A jovem nunca tinha trabalhado e não tinha nenhum plano de futuro profissional. Ela contou que gostaria de trabalhar, embora não soubesse no que e como conseguir uma colocação. Apesar de testemunhar as dificuldades enfrentadas pela mãe no mercado, a jovem informou que nunca refletira sobre os problemas atuais do mercado.

Jéssica guardava a frustração com a experiência escolar, pois ela estava concluindo o ensino fundamental sem saber resolver nenhum dos exercícios da prova de matemática. Ela tinha consciência de que o certificado não comprovava a sua capacidade intelectual.
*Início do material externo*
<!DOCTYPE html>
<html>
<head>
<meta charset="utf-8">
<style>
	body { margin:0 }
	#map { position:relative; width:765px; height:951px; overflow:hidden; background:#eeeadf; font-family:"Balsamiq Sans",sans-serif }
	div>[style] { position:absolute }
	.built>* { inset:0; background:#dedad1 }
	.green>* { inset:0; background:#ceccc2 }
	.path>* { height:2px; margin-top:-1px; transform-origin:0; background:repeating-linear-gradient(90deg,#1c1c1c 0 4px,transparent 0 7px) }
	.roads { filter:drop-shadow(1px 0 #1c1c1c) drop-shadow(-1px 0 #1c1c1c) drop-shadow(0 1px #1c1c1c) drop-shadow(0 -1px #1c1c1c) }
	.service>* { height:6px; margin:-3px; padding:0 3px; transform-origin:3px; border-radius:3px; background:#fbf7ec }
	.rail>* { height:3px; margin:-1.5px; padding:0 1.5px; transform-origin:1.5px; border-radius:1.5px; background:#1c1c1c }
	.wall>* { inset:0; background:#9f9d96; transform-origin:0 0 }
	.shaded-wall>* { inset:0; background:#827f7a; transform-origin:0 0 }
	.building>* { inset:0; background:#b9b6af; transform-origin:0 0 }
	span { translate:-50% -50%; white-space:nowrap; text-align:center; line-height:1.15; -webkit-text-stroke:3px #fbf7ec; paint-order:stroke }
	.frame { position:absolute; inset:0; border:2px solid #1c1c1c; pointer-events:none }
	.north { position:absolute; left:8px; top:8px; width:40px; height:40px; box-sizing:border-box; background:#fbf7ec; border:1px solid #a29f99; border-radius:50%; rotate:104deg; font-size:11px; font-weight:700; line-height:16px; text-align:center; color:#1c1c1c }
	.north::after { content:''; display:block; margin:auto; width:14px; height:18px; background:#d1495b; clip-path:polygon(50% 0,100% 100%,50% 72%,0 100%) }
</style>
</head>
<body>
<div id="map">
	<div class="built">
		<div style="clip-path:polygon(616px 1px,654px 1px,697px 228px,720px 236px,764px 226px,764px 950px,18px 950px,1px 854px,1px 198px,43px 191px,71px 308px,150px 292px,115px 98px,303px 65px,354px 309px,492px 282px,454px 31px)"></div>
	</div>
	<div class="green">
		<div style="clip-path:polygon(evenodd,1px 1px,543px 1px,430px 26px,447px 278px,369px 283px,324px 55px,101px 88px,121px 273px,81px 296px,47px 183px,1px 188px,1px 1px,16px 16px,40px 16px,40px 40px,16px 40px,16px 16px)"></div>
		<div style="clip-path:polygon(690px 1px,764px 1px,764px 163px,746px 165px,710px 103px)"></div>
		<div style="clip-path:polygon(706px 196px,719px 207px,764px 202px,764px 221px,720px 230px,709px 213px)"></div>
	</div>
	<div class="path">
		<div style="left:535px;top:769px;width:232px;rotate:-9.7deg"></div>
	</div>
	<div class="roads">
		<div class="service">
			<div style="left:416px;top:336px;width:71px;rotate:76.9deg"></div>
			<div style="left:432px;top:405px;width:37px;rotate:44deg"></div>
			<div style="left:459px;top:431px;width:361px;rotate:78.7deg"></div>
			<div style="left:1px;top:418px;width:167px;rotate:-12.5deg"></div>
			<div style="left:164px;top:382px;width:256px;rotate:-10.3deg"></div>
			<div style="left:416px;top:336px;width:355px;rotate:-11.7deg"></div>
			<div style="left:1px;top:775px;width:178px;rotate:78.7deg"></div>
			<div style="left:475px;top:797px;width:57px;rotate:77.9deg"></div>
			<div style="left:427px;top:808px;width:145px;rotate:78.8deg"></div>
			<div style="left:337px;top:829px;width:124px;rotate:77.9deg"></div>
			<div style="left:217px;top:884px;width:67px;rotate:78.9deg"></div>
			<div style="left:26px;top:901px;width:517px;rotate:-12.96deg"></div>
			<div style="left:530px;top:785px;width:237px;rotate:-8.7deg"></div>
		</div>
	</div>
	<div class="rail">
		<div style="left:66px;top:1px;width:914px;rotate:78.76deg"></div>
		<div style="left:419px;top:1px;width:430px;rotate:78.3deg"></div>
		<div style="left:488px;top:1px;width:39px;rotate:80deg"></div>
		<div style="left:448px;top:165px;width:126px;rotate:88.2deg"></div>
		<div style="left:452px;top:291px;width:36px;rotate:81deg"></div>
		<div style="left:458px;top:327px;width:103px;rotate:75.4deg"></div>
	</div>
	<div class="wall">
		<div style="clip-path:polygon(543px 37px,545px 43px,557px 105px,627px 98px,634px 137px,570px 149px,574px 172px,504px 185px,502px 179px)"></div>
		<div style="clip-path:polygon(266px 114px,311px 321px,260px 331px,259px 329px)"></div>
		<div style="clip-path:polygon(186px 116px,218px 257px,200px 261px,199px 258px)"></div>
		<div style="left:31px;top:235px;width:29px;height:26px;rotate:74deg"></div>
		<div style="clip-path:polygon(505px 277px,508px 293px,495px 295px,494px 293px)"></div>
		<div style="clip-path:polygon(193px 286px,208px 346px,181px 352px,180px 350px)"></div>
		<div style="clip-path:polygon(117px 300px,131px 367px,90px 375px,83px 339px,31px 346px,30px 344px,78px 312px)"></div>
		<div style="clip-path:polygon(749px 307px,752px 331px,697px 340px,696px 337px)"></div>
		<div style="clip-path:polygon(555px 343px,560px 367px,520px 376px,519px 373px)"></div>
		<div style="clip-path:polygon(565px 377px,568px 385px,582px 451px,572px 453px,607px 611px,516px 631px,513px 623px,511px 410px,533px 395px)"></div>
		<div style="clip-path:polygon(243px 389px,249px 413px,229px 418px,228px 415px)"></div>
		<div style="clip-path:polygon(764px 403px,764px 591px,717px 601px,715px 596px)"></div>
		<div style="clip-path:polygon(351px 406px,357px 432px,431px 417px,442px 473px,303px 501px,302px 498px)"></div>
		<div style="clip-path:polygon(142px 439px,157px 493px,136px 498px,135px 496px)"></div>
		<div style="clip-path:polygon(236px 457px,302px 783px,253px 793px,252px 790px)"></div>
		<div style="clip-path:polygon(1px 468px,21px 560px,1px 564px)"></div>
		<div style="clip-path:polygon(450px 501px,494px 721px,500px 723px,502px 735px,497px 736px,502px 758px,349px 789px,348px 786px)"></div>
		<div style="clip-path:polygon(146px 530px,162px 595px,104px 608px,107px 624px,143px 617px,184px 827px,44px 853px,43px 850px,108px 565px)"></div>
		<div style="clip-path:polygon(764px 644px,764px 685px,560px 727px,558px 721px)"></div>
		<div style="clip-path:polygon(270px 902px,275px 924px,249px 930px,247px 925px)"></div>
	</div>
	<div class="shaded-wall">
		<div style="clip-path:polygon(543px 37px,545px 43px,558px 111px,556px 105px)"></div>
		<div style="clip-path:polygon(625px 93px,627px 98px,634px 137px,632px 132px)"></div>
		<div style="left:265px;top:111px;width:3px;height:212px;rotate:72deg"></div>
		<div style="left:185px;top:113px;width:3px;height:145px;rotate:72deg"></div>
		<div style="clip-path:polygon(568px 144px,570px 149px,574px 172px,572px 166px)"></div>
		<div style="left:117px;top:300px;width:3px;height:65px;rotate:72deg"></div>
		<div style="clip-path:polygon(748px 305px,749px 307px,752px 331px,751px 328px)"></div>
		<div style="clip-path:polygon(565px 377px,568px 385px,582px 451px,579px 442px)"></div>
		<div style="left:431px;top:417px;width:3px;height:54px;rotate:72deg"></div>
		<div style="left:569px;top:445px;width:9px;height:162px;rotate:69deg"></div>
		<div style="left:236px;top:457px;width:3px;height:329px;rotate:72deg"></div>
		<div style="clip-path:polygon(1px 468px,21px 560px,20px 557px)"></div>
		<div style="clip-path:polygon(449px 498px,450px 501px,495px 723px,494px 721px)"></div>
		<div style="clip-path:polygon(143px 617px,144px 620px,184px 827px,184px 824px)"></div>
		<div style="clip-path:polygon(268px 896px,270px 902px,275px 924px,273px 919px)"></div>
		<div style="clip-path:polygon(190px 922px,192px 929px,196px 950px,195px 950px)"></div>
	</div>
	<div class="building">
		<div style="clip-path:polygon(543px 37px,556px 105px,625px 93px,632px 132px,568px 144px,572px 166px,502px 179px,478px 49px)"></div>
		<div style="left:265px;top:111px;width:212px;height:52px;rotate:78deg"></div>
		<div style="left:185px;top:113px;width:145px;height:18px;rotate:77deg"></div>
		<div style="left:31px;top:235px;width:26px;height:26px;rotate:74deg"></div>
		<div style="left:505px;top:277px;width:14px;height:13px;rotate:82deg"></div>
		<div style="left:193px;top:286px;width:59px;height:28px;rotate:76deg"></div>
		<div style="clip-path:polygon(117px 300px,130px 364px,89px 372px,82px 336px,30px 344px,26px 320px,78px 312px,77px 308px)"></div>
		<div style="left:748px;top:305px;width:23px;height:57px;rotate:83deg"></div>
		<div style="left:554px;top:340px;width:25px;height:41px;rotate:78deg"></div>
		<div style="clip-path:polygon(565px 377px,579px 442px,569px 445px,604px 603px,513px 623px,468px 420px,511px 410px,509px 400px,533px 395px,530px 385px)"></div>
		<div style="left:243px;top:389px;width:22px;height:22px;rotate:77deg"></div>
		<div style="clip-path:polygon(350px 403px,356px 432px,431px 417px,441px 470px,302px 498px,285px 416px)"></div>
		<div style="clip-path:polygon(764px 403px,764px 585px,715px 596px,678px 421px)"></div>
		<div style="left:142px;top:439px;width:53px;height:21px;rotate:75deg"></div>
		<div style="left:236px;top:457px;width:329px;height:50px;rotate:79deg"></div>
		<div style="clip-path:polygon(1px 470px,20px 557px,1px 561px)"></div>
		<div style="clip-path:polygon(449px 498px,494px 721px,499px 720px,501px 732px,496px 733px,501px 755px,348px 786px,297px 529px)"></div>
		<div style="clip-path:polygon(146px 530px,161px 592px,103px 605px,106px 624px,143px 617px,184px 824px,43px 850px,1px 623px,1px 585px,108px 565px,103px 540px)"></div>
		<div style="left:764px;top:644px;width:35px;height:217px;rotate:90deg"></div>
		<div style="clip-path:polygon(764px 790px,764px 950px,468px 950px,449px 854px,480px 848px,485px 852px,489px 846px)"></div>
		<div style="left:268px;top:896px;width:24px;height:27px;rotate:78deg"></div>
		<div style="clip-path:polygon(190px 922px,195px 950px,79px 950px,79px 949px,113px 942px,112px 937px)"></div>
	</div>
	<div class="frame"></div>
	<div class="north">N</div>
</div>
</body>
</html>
Mais do que feliz com a aprovação, Jéssica guardava um sentimento desagradável por não ter condições de aprender a lição, a despeito da reconhecida falta de vontade da professora de ensinar os alunos. Ou seja, a desatenção da professora não fazia com que Jéssica se sentisse menos culpada por concluir uma etapa dos estudos sem saber resolver nenhum dos exercícios da prova.

Por fim, a jovem confessou que absolutamente nada na vida a interessava; muito provavelmente por esse motivo ela não se sentia estimulada a agir para interferir no seu futuro. A gravidez acidental pode ser interpretada como resultado da atitude de Jéssica em não se preocupar com o futuro e simplesmente viver o presente, do modo como ele se apresenta. Jacira não se conformava com a gravidez acidental porque Jéssica tinha informações suficientes, além de saber onde a mãe guardava os anticoncepcionais, para não engravidar. O inconformismo da mãe explica-se pelo seu investimento para oferecer à filha melhores condições a fim de que ela própria controlasse o seu destino e não se sujeitasse aos incidentes, como ocorrera com Jacira. Todavia, Jéssica optou por dar chance ao azar. O que chama a atenção na curta trajetória da jovem é essa disposição de optar pelo azar, apesar de - aparentemente - dispor de mais recursos para controlar o seu destino.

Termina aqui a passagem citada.